Entries follow. Return each line that contains the word "Poilesportiva".

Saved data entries
--

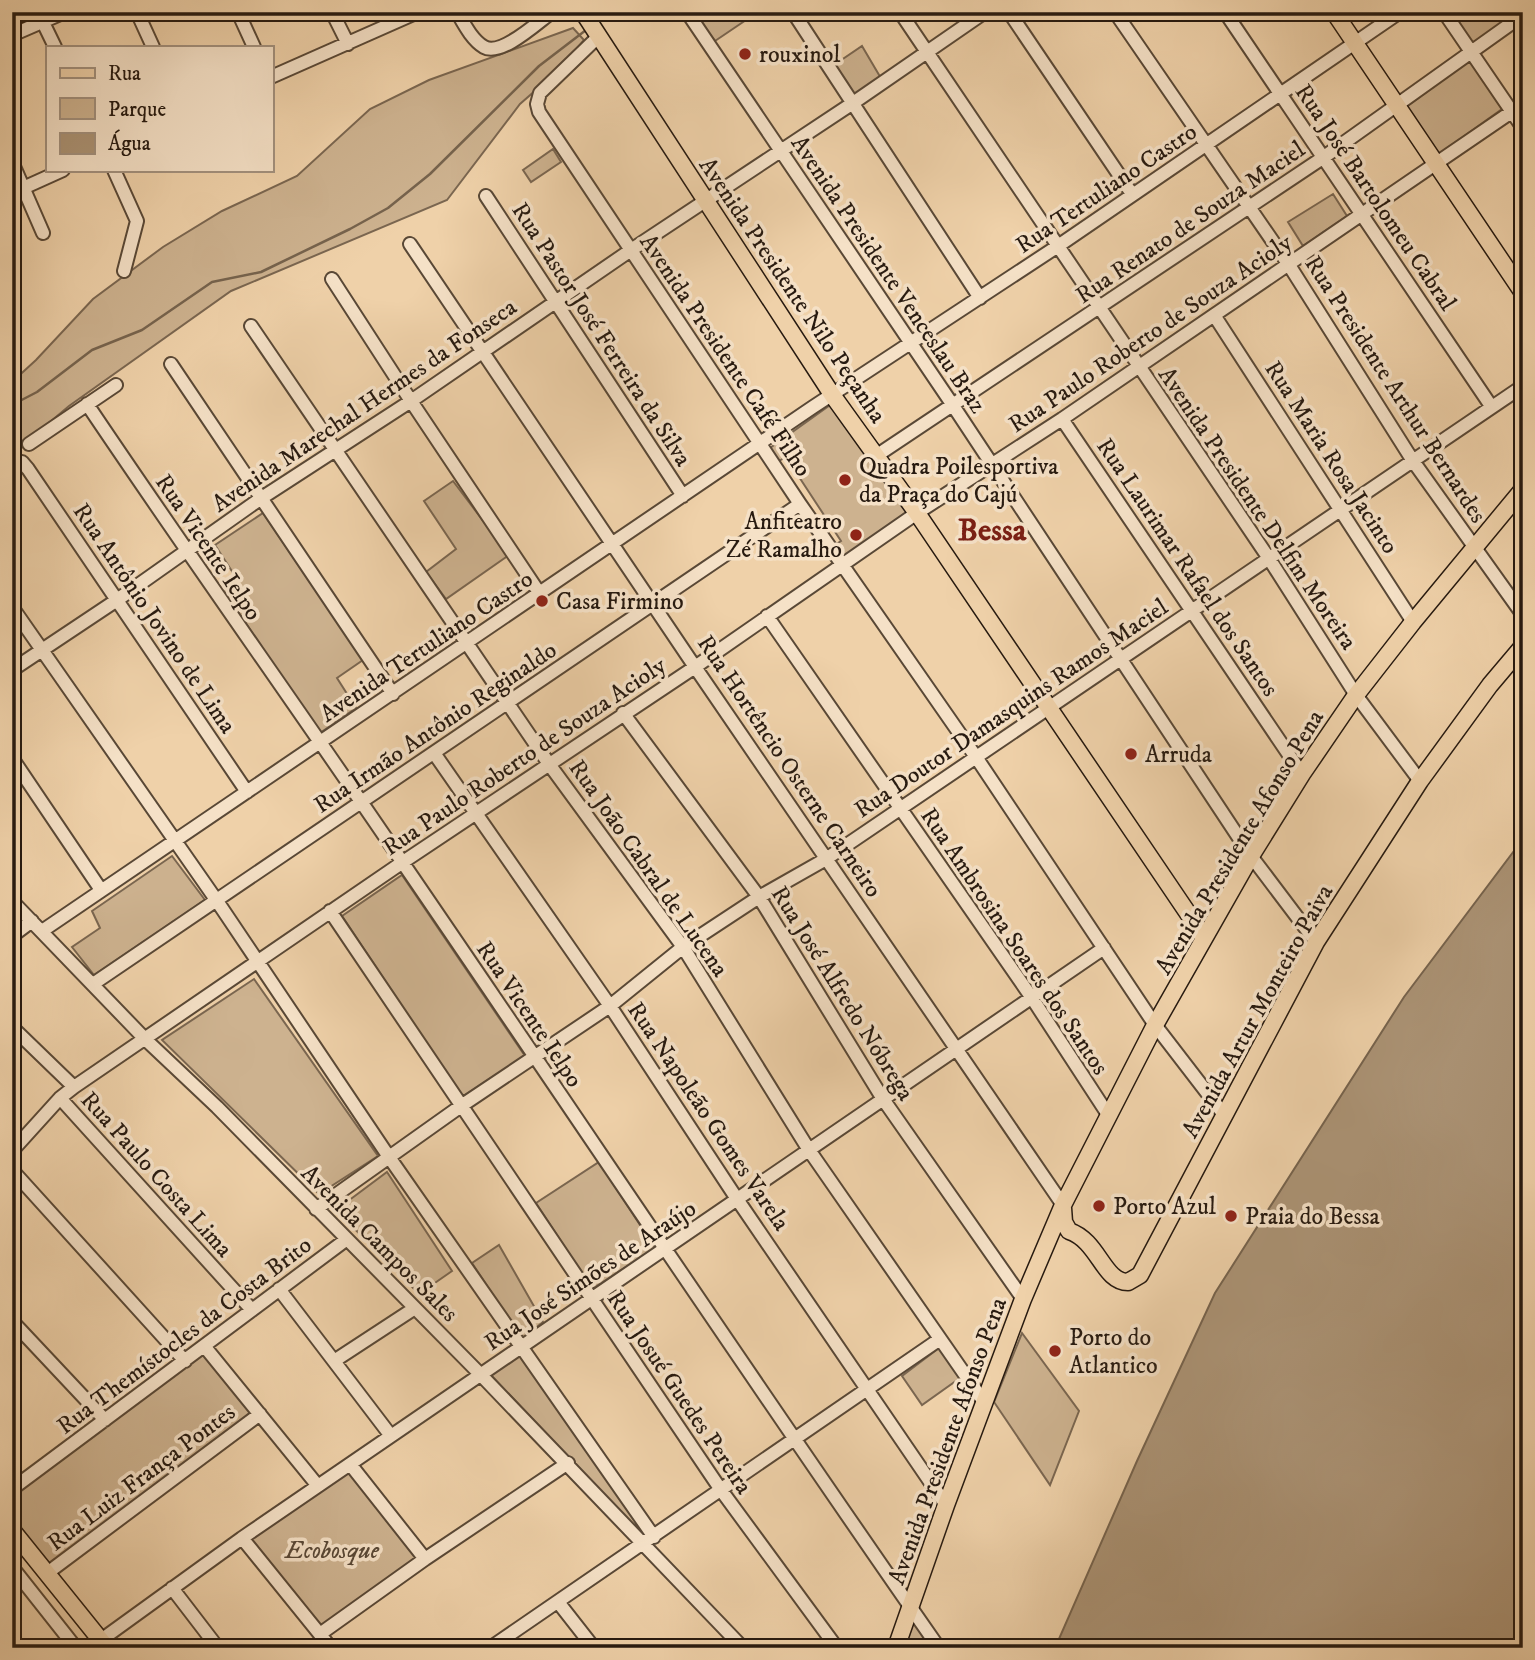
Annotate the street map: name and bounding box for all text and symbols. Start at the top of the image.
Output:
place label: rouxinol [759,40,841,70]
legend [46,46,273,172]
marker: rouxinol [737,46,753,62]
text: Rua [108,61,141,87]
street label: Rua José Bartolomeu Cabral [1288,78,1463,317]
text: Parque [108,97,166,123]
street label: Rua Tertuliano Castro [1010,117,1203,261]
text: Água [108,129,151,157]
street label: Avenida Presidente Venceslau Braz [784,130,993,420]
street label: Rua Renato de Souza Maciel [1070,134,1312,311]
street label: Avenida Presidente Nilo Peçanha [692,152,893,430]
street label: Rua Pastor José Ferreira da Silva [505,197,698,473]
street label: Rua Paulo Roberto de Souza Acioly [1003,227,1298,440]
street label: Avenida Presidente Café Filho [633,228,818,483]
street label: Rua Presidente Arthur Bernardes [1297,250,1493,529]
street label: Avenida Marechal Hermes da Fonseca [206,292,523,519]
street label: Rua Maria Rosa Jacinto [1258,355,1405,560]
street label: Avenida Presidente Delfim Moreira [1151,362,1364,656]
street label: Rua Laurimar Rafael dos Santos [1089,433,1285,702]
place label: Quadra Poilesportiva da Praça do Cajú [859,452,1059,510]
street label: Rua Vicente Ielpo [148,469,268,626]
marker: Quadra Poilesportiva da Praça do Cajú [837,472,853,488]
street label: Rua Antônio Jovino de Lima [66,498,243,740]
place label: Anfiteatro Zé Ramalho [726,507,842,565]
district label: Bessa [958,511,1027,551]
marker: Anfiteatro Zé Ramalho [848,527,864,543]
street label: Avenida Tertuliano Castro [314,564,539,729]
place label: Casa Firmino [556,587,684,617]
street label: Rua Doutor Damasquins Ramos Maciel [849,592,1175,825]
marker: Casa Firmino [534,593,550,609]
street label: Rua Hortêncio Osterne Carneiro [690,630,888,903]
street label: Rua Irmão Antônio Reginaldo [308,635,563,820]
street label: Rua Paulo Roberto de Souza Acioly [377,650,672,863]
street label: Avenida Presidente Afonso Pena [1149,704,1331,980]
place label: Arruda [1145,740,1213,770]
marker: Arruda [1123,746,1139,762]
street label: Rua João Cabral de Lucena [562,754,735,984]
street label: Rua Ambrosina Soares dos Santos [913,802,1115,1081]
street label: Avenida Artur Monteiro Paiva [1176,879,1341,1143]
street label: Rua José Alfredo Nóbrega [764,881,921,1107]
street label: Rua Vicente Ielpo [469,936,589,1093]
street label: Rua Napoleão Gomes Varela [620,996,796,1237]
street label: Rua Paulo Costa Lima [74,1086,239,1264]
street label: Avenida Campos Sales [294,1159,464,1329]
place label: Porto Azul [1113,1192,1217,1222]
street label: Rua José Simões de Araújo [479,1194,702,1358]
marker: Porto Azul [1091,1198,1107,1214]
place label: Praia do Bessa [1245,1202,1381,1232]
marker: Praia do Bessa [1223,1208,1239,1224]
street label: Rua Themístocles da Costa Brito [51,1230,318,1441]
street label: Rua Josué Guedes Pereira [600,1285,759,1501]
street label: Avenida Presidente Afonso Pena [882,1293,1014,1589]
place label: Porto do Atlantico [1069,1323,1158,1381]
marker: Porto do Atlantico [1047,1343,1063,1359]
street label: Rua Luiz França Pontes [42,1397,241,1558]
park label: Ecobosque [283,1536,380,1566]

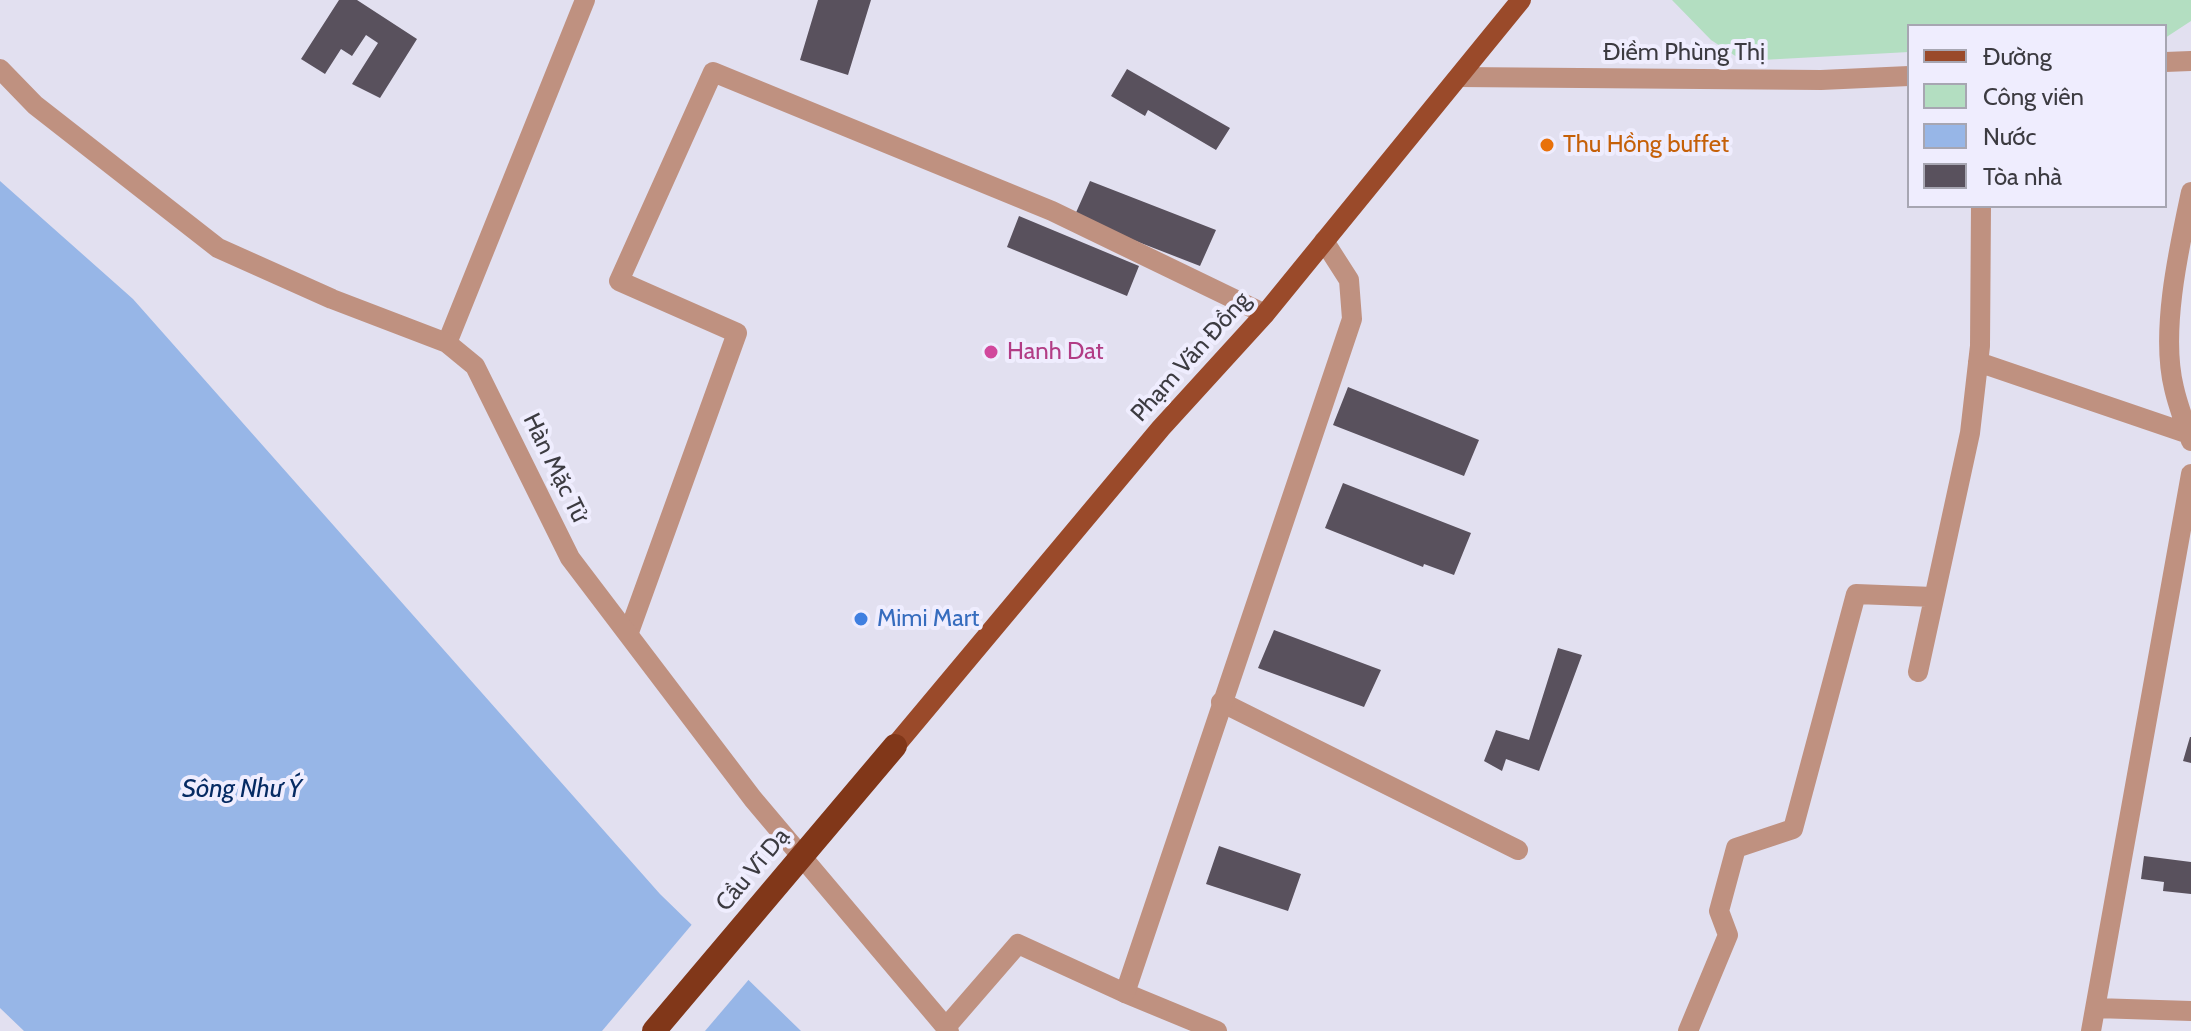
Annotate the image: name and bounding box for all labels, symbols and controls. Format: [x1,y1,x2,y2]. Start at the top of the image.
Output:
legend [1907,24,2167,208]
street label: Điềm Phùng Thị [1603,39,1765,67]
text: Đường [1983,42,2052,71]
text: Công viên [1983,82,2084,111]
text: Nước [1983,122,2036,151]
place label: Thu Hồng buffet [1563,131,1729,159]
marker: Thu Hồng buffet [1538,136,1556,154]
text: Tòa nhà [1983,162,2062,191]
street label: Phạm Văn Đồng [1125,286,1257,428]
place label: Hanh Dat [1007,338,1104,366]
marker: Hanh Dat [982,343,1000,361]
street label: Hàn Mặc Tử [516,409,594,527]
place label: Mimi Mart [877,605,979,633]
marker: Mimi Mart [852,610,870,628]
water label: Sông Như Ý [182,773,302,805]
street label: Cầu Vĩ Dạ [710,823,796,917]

--

- [THE COMPLETED TASK]
place label: Quadra Poilesportiva da Praça do Cajú [859,452,1059,510]
marker: Quadra Poilesportiva da Praça do Cajú [837,472,853,488]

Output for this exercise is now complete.